The real dream isn’t the rig, though. Waters hopes to build a wind farm in the Bahamas with the money he makes from the oil he’ll inevitably strike — which he hopes will inspire others to embrace green energy. He’s also working with engineers to develop a system using underwater currents to harness energy.

He says he doesn’t know how to plan small. He got his start in Nevada when he met former Attorney General Harvey Dickerson, by chance, at the Carson Nugget. It was 1967.

Waters was fresh out of TSU’s law school, known today as the Thurgood Marshall School of Law. He says he was a hot commodity because he had worked in eminent domain at a firm in southeast Texas during school.

Eminent domain is a realm of law few try — and even fewer master, Waters says.

Dickerson and Waters started talking over lunch. When the attorney general heard of Waters’ experience in eminent domain, he hired him on the spot to be a deputy attorney general.

Politics vs. consumers

By 1972, Waters says he was working as an assistant city attorney for Las Vegas. The council members, he says, weren’t his biggest fans.

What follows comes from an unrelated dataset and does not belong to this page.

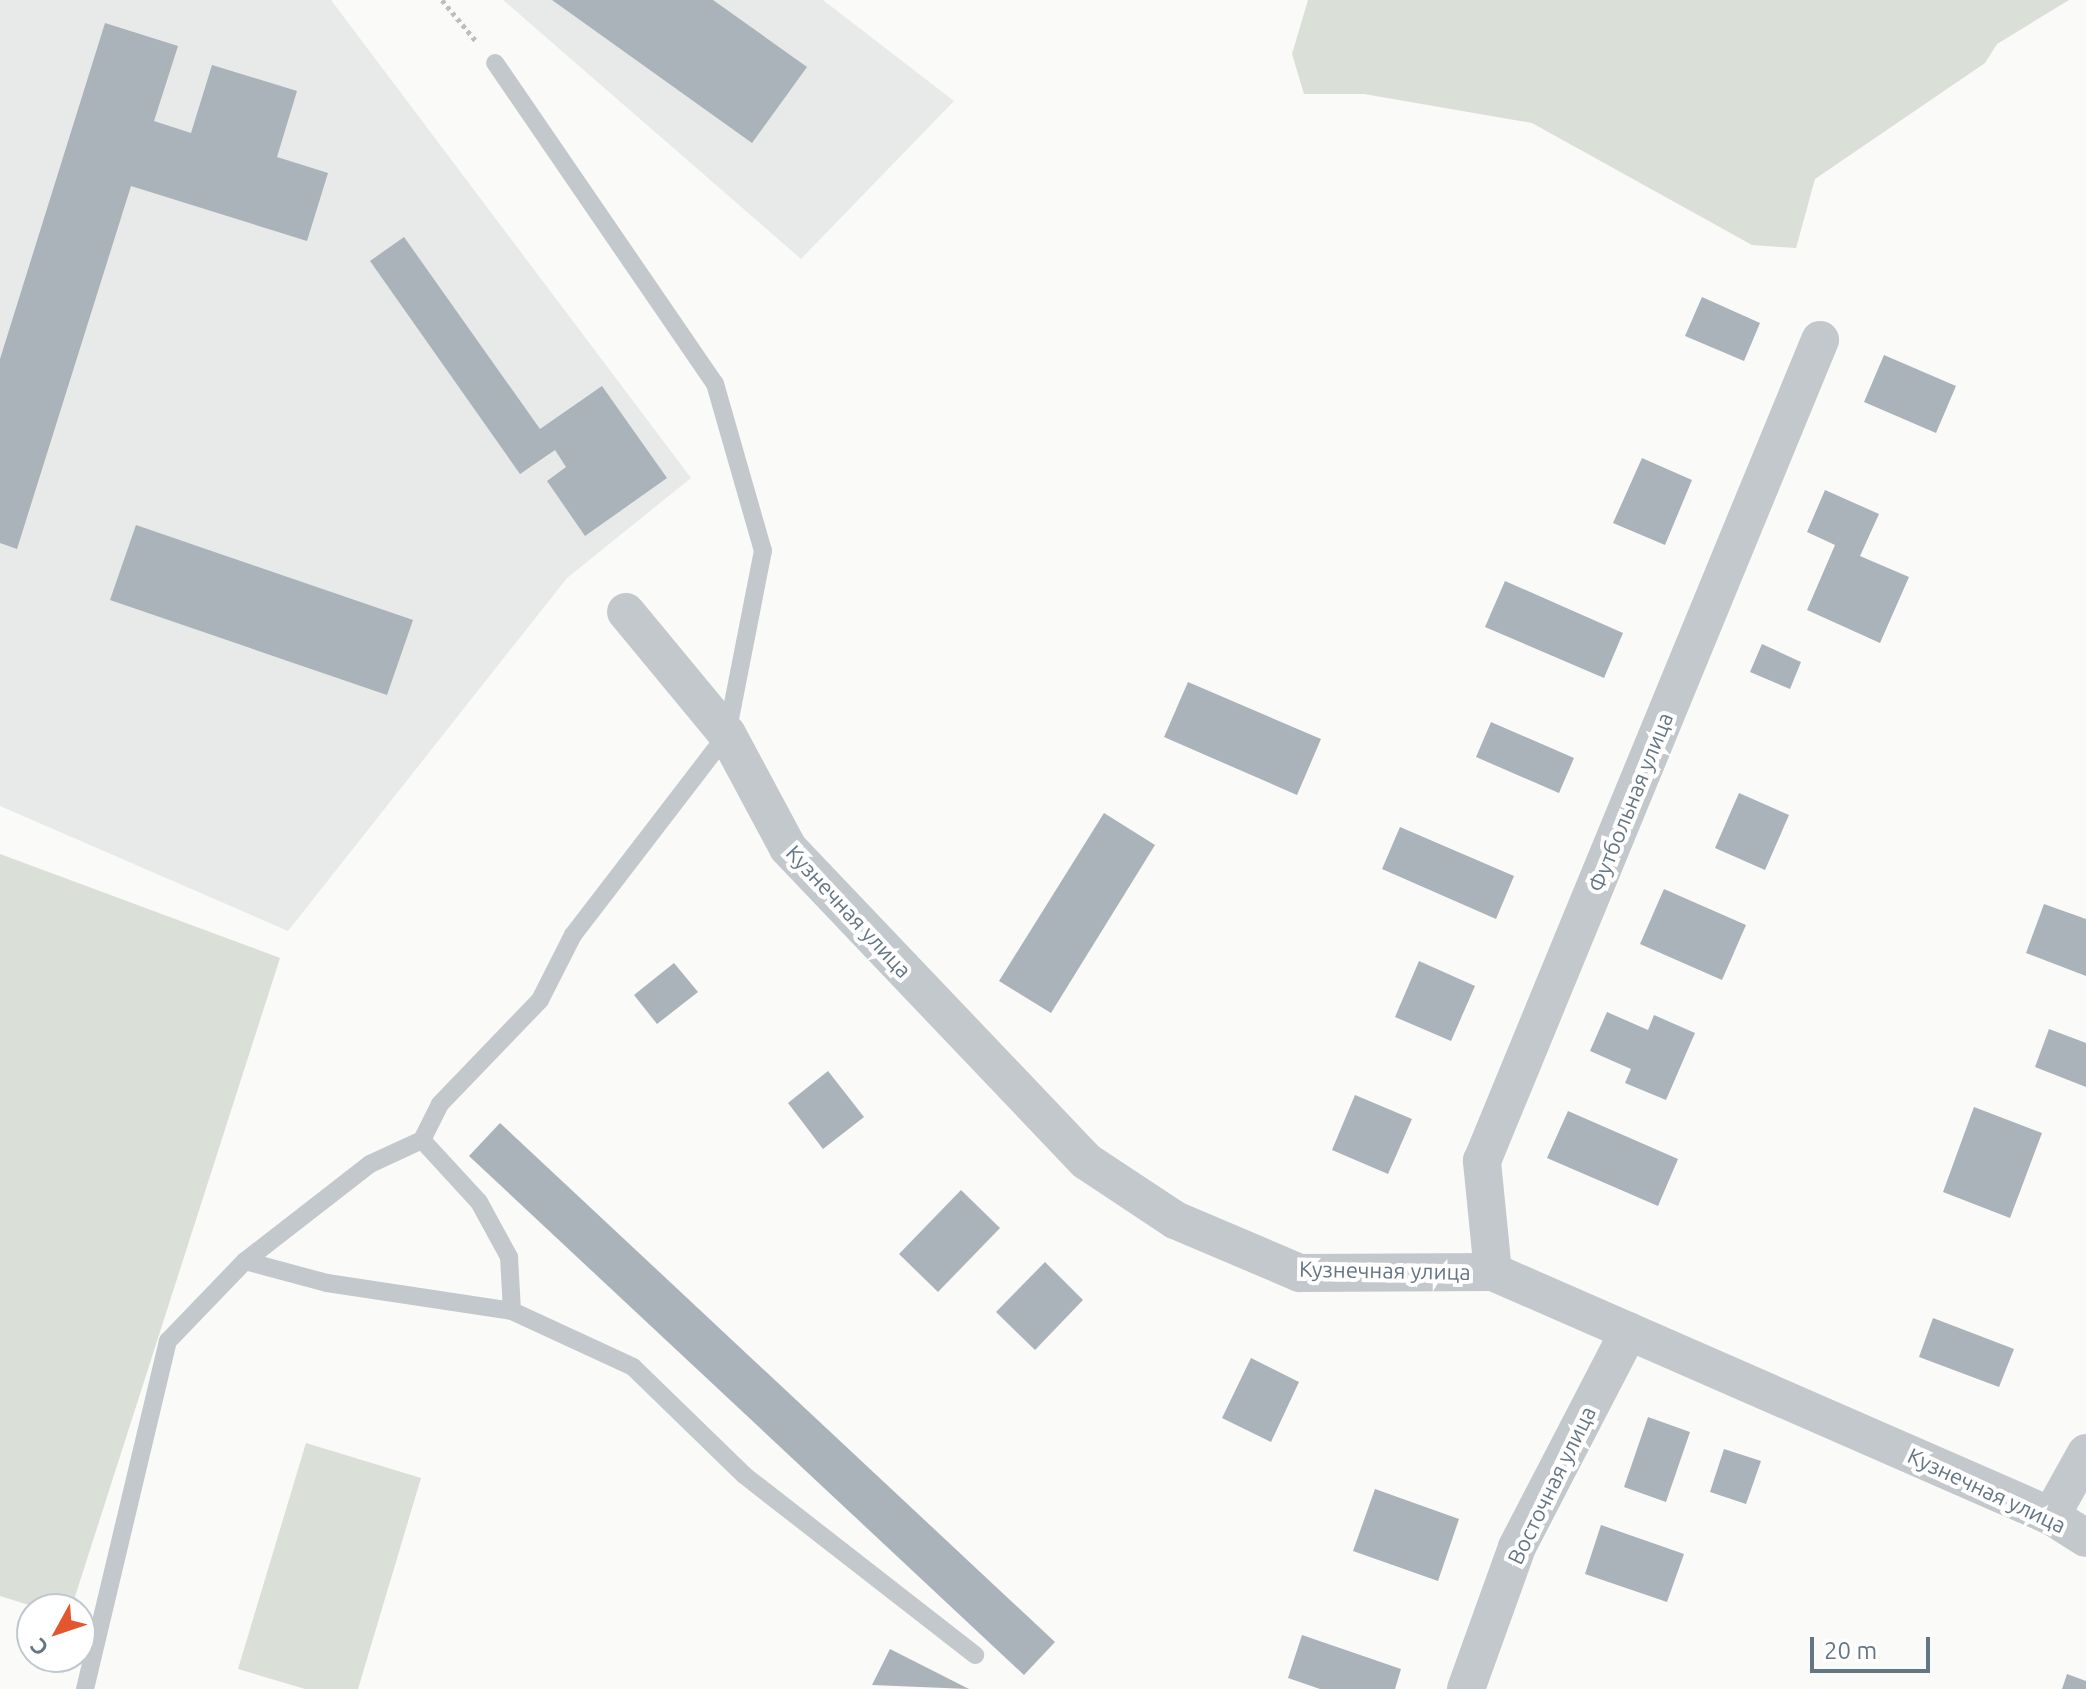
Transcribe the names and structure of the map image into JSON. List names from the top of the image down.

That year, Nevada’s gas and phone companies tried to raise their rates. Both times, Waters says, he beat them down, using expert witnesses and paying about $40,000 on each case to convince the Public Service Commission of Nevada the rate increases were unnecessary.

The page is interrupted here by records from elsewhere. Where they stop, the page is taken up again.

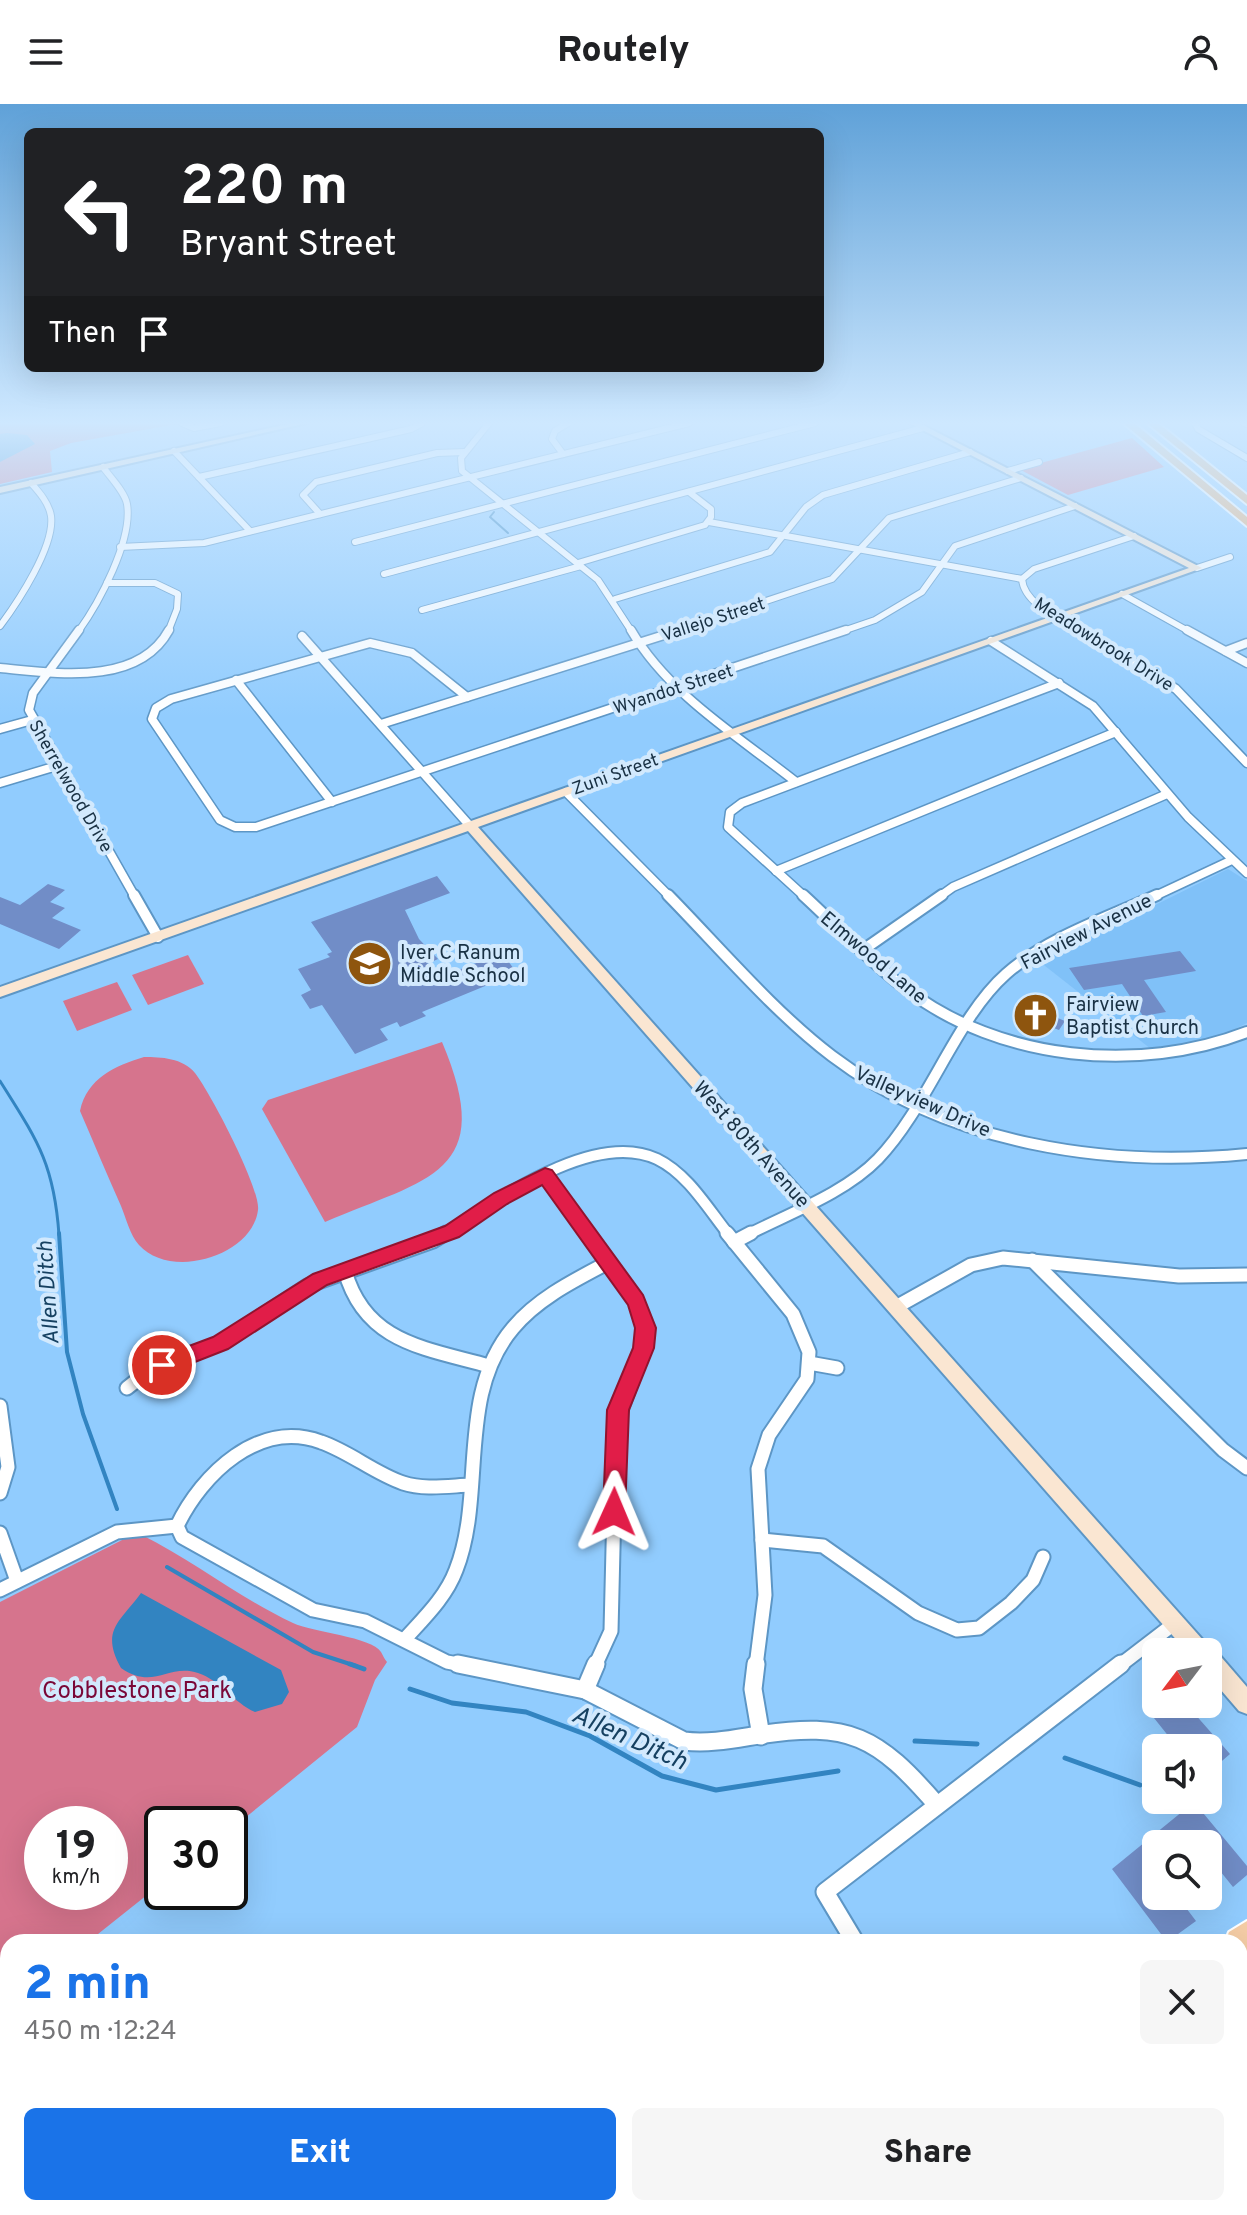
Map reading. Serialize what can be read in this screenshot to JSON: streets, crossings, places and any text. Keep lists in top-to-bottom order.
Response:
{
  "streets": {
    "street": [
      "Vallejo Street",
      "Meadowbrook Drive",
      "Wyandot Street",
      "Zuni Street",
      "Sherrelwood Drive",
      "Fairview Avenue",
      "Elmwood Lane",
      "Valleyview Drive",
      "West 80th Avenue"
    ]
  },
  "crossings": [
    ["Vallejo Street", "Meadowbrook Drive"],
    ["Vallejo Street", "West 80th Avenue"],
    ["Meadowbrook Drive", "Wyandot Street"],
    ["Meadowbrook Drive", "Zuni Street"],
    ["Wyandot Street", "West 80th Avenue"],
    ["Zuni Street", "Sherrelwood Drive"],
    ["Zuni Street", "Valleyview Drive"],
    ["Zuni Street", "West 80th Avenue"],
    ["Fairview Avenue", "Elmwood Lane"],
    ["Fairview Avenue", "Valleyview Drive"],
    ["Fairview Avenue", "West 80th Avenue"]
  ],
  "water": ["Allen Ditch"],
  "parks": ["Cobblestone Park"],
  "places": {
    "school or university": ["Iver C Ranum Middle School"],
    "church": ["Fairview Baptist Church"]
  },
  "north": "bottom left",
  "page": {
    "header": "Routely",
    "turn": ["220 m", "Bryant Street"],
    "then": "Then",
    "speed": "19 km/h",
    "limit": "30",
    "heading": ["2 min", "450 m · 12:24"],
    "buttons": ["Exit", "Share"]
  }
}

The gas company rate proposal came first.

Waters says he went to his boss, Las Vegas City Attorney Earl Gripentrog, and said, “these blankety-blanks don’t need this, it’s crap.”

The details are a little fuzzy, he says, but that’s how he remembers it going down.

“Can you get the city to let me intervene?” he asked Gripentrog.

Gripentrog, Waters says, had his doubts, but let him do it.

“I’m too dumb not to know what I can’t do,” Waters says, smirking.

Waters won. The mayor and council were not pleased.

Then came the phone company. This time, Waters says, city officials were even more unhappy. Waters says the council allowed him to fight the rate increase, but wouldn’t give him any money to do so.

Knowing he needed the money for expert witnesses, Waters called Herbert Jones, head of the Nevada Resort Association. Hotels had to be concerned about the increases, he says, because they had high utility bills.

Waters says that, without hesitation, Jones gave him $45,000. Waters won his case, again.

The council was angry because the special interests of the phone and gas companies were angry, Waters says.

That’s when he knew it was time to get out of public law.

“The problem I had working for government is I thought you were supposed to earn your living,” he says. “I don’t fit well with the government because I feel like I should work for the people. Sometimes, that’s inconsistent with policy.”

During that time, Waters was an active member of the Consumers League in Nevada. During the 1970s, the group helped repeal a tax on food in the state.

Fighting City Hall

Waters represented the Pappas family in the 1990s when Las Vegas tried to buy its land to build a downtown parking garage. The U.S. Supreme Court wouldn’t hear the case, and other courts had ruled against the family, Waters says. That’s when he stepped in to help get it as much money as possible from the city.

The family was paid $4.5 million in 1996 for the parcel on Las Vegas Boulevard — 13 times what the city had originally offered. That sum came to the family, in part, because of Waters’ involvement, says Harry Pappas, one of the sons involved in the lawsuit.

“Many lawyers would do it their way, and tough if you don’t like it,” Pappas says. “He’s a common guy. He doesn’t turn his nose up at you.”

Jan Jones, mayor of Las Vegas during the Pappas case, speaks highly of Waters although they disagreed. She respects him as a lawyer and a good-hearted person.

“He’s passionate, he’s dogged,” she says. “I don’t think anyone is more powerful in their representation of a client.”

But, she says, Waters is sometimes just blowing hot air.

“Taxing gaming at 20 percent would take the industry,” says Jones, now senior vice president of communications and government relations at Harrah’s Entertainment. “I don’t know if he’s really thought about it.”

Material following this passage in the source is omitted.